_GOAL OF THE EXERCISE:_ Count the lines below that contain the word "lane", and state only that number.

_DATA UNDER STUDY:_

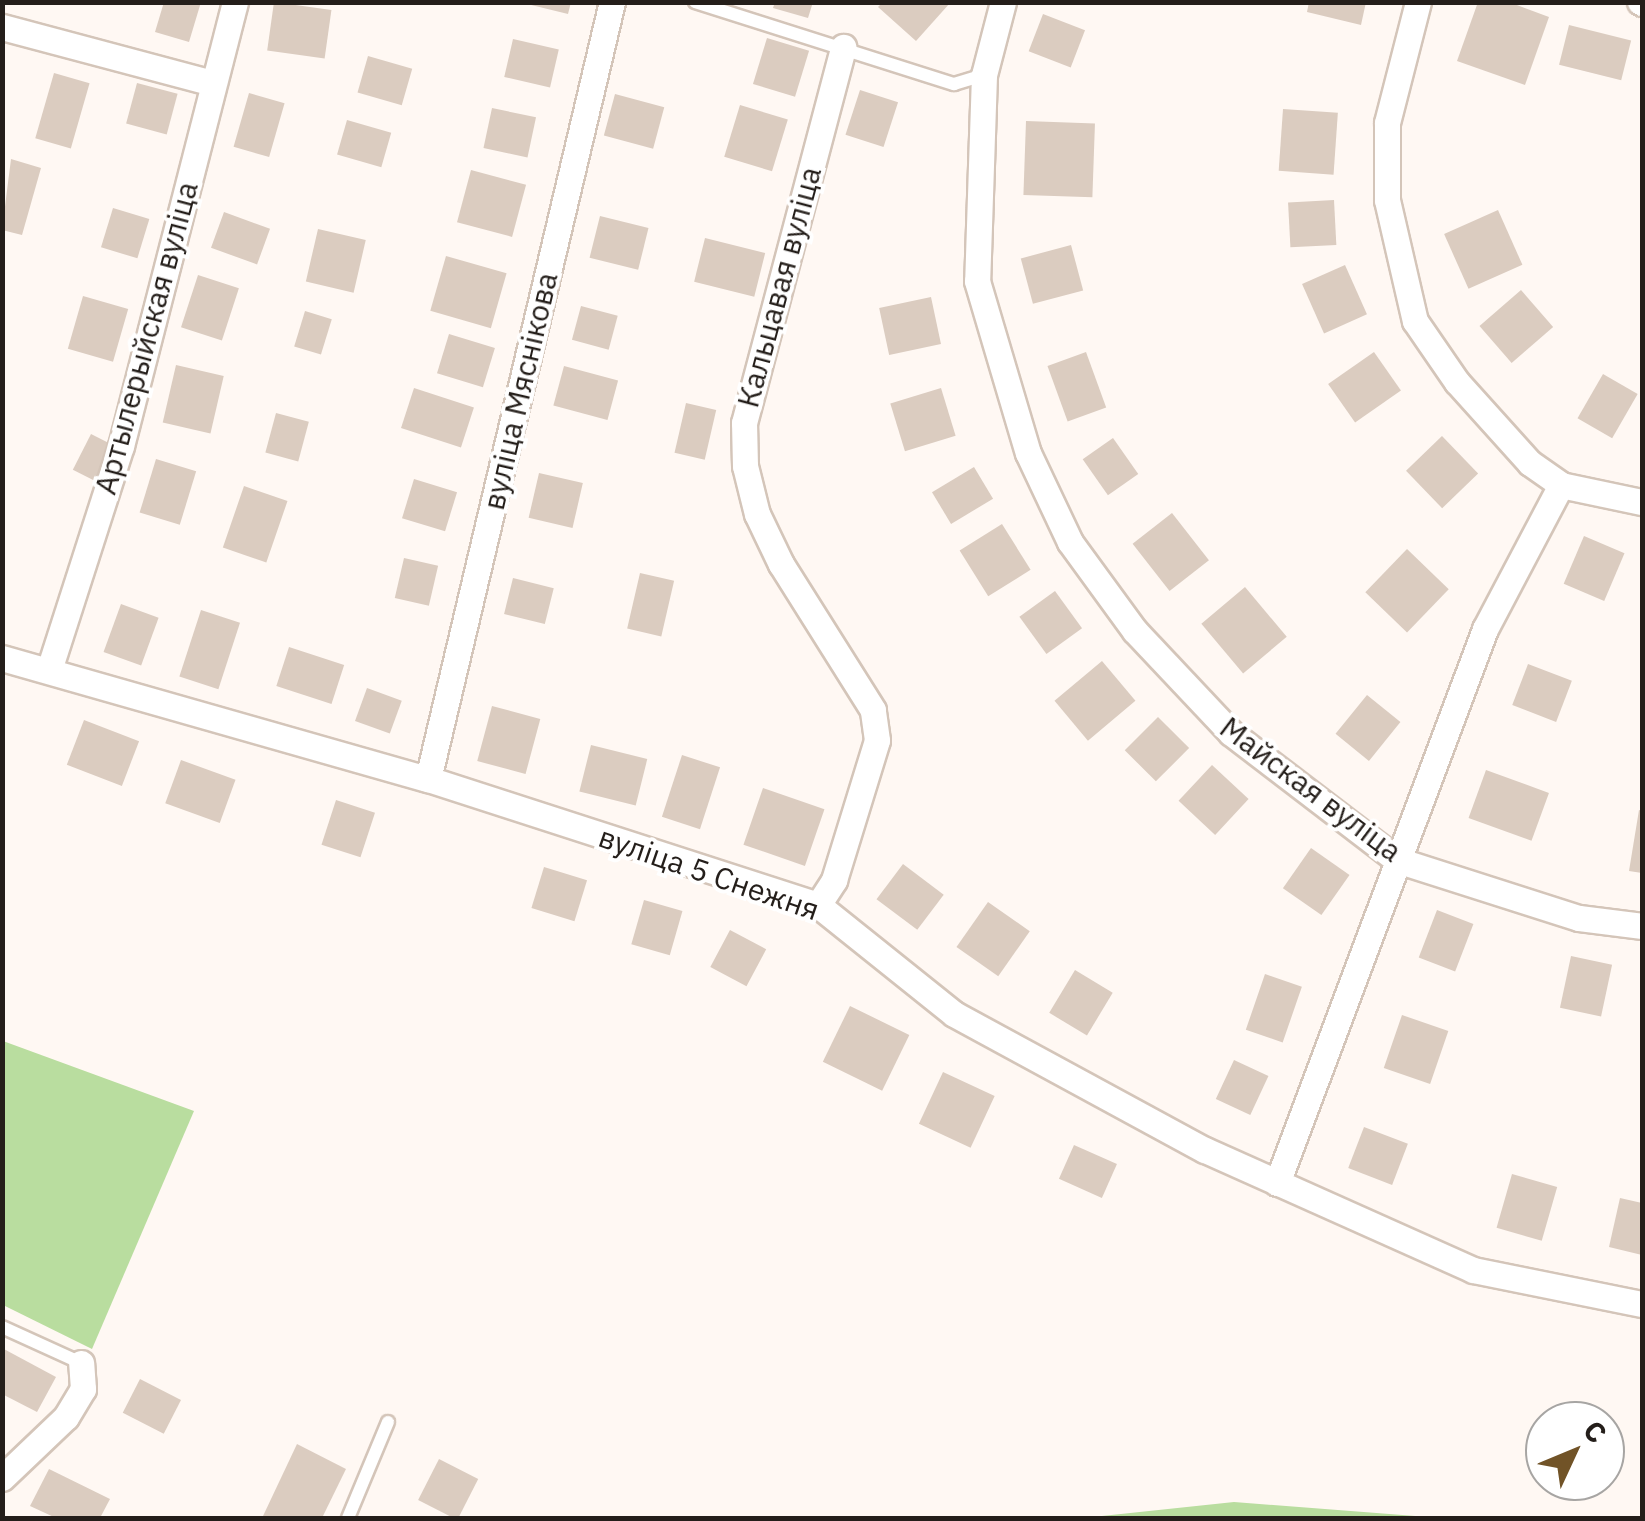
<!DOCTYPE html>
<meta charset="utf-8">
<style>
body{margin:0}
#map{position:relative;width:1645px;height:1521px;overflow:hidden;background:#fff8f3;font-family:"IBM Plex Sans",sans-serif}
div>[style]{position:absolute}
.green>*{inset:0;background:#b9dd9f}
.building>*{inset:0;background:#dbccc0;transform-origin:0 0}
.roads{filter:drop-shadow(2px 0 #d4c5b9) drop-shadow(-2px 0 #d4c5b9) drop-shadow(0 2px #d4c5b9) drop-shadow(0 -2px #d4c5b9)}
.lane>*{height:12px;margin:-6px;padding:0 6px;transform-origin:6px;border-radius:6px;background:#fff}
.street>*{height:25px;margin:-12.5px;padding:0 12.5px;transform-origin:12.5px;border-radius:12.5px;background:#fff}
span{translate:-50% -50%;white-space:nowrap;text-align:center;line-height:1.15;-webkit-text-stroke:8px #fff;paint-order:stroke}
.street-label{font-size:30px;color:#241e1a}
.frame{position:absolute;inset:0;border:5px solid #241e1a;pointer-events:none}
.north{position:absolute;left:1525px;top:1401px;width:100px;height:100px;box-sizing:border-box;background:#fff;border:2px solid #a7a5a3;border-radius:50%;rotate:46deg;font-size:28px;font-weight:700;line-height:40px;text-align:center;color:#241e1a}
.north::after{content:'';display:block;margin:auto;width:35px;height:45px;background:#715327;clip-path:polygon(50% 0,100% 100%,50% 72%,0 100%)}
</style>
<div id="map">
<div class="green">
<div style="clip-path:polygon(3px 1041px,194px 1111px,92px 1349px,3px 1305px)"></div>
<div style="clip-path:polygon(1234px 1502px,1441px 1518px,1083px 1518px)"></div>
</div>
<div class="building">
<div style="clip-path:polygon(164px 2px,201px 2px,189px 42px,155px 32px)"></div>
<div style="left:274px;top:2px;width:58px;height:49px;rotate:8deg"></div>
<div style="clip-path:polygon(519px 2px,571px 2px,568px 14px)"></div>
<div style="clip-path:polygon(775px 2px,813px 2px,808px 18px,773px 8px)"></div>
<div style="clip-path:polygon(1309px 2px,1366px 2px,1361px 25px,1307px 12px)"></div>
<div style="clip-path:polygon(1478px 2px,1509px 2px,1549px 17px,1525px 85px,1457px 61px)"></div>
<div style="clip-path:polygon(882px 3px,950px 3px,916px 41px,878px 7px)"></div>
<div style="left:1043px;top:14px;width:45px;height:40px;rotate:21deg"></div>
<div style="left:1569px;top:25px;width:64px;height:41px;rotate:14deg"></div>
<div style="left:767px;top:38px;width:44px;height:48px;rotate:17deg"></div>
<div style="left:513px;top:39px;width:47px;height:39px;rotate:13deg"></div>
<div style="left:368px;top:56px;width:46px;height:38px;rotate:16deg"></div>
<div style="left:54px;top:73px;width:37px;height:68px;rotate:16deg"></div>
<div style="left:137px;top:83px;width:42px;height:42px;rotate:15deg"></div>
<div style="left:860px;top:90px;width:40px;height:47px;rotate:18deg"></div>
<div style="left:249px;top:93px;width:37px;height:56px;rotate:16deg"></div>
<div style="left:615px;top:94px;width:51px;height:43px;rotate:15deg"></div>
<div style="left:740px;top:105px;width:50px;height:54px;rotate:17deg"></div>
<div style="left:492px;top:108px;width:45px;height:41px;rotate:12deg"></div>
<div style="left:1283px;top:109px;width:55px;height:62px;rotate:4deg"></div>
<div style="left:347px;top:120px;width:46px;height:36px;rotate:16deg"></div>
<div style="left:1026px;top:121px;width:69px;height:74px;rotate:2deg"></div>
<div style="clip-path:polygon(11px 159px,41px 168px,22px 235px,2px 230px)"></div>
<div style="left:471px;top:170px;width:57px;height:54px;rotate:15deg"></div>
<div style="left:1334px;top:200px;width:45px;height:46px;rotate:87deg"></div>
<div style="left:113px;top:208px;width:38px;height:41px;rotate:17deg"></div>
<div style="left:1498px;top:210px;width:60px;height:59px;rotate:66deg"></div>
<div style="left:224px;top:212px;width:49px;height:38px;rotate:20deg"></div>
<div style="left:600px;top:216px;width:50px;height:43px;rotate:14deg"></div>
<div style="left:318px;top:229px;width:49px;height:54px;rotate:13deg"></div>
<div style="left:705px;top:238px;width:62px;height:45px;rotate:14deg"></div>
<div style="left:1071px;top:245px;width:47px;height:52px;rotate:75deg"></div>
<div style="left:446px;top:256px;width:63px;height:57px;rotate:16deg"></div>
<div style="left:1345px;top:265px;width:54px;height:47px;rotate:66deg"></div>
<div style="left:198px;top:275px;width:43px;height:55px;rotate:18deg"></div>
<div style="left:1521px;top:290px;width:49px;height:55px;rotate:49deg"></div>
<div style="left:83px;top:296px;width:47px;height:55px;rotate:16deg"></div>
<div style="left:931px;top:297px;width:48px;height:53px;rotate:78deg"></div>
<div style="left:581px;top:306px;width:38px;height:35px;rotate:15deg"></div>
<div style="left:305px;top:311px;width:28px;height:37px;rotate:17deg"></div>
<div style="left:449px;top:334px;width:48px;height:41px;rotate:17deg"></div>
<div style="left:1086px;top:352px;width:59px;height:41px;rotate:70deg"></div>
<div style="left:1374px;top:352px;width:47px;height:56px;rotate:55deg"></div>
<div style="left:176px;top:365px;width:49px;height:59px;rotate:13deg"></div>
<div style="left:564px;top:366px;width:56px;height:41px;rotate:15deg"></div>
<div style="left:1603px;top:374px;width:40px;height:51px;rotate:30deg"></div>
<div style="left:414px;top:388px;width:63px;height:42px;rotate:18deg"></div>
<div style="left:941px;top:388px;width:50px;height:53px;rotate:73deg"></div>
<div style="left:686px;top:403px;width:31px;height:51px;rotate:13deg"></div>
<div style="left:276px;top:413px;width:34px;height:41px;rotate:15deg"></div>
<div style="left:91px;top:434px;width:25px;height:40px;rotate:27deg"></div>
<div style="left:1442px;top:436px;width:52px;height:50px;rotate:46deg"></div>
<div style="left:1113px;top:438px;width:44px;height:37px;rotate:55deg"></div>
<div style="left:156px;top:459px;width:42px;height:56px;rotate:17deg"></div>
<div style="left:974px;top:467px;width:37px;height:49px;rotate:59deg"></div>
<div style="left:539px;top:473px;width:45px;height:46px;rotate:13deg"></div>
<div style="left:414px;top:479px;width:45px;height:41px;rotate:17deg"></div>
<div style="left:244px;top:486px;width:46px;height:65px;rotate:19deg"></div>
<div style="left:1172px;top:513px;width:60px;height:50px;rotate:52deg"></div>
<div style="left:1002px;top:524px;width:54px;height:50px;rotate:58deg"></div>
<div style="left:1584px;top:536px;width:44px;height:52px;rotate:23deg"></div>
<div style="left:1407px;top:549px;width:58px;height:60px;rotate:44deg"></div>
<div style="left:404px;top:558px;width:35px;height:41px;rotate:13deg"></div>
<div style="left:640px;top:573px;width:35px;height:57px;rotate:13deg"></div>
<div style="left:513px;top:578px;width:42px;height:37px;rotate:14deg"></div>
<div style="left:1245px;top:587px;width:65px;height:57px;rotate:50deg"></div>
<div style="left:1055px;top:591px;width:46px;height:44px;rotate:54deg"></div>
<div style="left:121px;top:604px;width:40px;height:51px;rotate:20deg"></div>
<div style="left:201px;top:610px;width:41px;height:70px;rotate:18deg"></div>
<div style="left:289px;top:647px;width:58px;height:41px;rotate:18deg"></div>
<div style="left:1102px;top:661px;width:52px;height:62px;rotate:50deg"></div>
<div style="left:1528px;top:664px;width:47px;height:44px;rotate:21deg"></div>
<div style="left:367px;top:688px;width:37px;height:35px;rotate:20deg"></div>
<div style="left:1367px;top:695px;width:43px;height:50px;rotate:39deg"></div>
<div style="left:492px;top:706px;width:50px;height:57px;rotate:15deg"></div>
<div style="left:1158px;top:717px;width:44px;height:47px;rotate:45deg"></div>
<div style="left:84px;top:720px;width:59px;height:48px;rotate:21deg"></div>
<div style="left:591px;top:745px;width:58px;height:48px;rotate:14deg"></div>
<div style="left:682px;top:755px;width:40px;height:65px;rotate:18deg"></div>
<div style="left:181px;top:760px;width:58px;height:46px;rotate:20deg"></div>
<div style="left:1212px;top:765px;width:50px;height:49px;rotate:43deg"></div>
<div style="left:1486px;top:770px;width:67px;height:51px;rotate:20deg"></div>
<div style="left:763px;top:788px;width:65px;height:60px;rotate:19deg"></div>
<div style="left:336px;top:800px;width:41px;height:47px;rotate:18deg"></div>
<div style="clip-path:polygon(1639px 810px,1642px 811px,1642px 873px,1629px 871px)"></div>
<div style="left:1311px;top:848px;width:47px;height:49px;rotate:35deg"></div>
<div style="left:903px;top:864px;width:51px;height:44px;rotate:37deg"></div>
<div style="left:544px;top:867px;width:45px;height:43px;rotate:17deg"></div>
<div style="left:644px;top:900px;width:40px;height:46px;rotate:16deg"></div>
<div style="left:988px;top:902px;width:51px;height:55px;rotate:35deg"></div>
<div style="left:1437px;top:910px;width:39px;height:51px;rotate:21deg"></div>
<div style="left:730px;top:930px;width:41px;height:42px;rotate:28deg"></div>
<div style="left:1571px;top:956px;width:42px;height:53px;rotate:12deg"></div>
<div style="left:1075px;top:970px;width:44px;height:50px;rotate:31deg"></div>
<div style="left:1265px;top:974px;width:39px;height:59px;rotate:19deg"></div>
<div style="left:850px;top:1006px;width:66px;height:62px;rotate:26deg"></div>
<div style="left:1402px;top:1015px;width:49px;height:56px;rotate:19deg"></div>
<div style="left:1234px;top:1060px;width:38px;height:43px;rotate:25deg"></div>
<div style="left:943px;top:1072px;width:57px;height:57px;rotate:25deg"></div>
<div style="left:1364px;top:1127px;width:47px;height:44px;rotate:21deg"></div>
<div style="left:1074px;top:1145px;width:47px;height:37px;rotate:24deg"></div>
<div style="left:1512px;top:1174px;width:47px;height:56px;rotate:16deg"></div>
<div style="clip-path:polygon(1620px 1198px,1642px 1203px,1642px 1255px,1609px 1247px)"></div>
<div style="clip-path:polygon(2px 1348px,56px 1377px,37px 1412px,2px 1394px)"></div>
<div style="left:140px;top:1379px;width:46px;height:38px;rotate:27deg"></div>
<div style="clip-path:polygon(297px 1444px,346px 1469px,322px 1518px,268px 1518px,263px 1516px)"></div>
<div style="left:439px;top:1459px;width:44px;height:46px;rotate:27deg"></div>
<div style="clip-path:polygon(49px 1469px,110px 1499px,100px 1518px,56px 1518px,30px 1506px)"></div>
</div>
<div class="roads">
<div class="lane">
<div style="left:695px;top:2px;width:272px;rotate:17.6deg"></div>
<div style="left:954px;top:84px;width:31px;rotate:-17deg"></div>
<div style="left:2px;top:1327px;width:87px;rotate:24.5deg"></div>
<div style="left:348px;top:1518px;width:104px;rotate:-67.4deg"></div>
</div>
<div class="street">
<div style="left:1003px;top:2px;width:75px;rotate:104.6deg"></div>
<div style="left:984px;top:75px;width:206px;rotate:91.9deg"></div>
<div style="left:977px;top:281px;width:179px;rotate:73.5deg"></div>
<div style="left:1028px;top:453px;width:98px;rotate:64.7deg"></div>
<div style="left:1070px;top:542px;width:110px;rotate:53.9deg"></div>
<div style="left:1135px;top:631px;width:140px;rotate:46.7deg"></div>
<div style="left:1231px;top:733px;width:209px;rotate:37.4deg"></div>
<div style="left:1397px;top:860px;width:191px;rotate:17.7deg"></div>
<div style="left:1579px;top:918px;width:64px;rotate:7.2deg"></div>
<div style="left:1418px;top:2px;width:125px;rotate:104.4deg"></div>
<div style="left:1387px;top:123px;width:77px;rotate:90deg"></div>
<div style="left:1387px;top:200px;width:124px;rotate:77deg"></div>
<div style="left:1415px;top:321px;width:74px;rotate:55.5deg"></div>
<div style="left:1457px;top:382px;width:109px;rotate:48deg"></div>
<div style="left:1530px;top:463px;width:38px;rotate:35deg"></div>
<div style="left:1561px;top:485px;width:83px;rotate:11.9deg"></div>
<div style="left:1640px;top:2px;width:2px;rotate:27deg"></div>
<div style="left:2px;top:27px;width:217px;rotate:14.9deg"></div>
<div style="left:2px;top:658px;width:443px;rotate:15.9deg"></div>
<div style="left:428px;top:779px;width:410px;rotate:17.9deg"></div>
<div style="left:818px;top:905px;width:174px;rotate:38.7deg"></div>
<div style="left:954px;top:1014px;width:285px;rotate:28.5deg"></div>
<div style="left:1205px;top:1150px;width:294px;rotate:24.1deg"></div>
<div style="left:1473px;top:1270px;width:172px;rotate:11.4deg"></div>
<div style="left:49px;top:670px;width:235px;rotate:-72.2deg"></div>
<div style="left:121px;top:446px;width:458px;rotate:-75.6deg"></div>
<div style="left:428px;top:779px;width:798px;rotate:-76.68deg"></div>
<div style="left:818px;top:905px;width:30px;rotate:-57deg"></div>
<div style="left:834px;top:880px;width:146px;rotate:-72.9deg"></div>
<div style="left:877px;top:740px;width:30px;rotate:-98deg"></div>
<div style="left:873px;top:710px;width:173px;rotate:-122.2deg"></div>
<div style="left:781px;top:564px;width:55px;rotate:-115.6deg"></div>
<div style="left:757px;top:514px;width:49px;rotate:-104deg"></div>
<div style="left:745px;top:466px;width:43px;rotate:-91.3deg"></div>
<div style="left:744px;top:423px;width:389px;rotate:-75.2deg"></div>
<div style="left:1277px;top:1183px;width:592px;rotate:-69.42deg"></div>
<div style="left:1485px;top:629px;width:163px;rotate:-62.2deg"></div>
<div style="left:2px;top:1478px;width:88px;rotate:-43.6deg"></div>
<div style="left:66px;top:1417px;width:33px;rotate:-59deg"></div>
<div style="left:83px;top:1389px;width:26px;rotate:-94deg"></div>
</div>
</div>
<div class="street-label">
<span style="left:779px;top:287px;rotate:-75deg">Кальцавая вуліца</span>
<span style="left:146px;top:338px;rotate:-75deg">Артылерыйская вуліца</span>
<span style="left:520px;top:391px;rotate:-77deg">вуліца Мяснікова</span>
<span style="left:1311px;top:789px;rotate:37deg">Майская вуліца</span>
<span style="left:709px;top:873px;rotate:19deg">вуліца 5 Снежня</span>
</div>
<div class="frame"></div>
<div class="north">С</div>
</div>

_OUTPUT OF THE EXERCISE:_ 2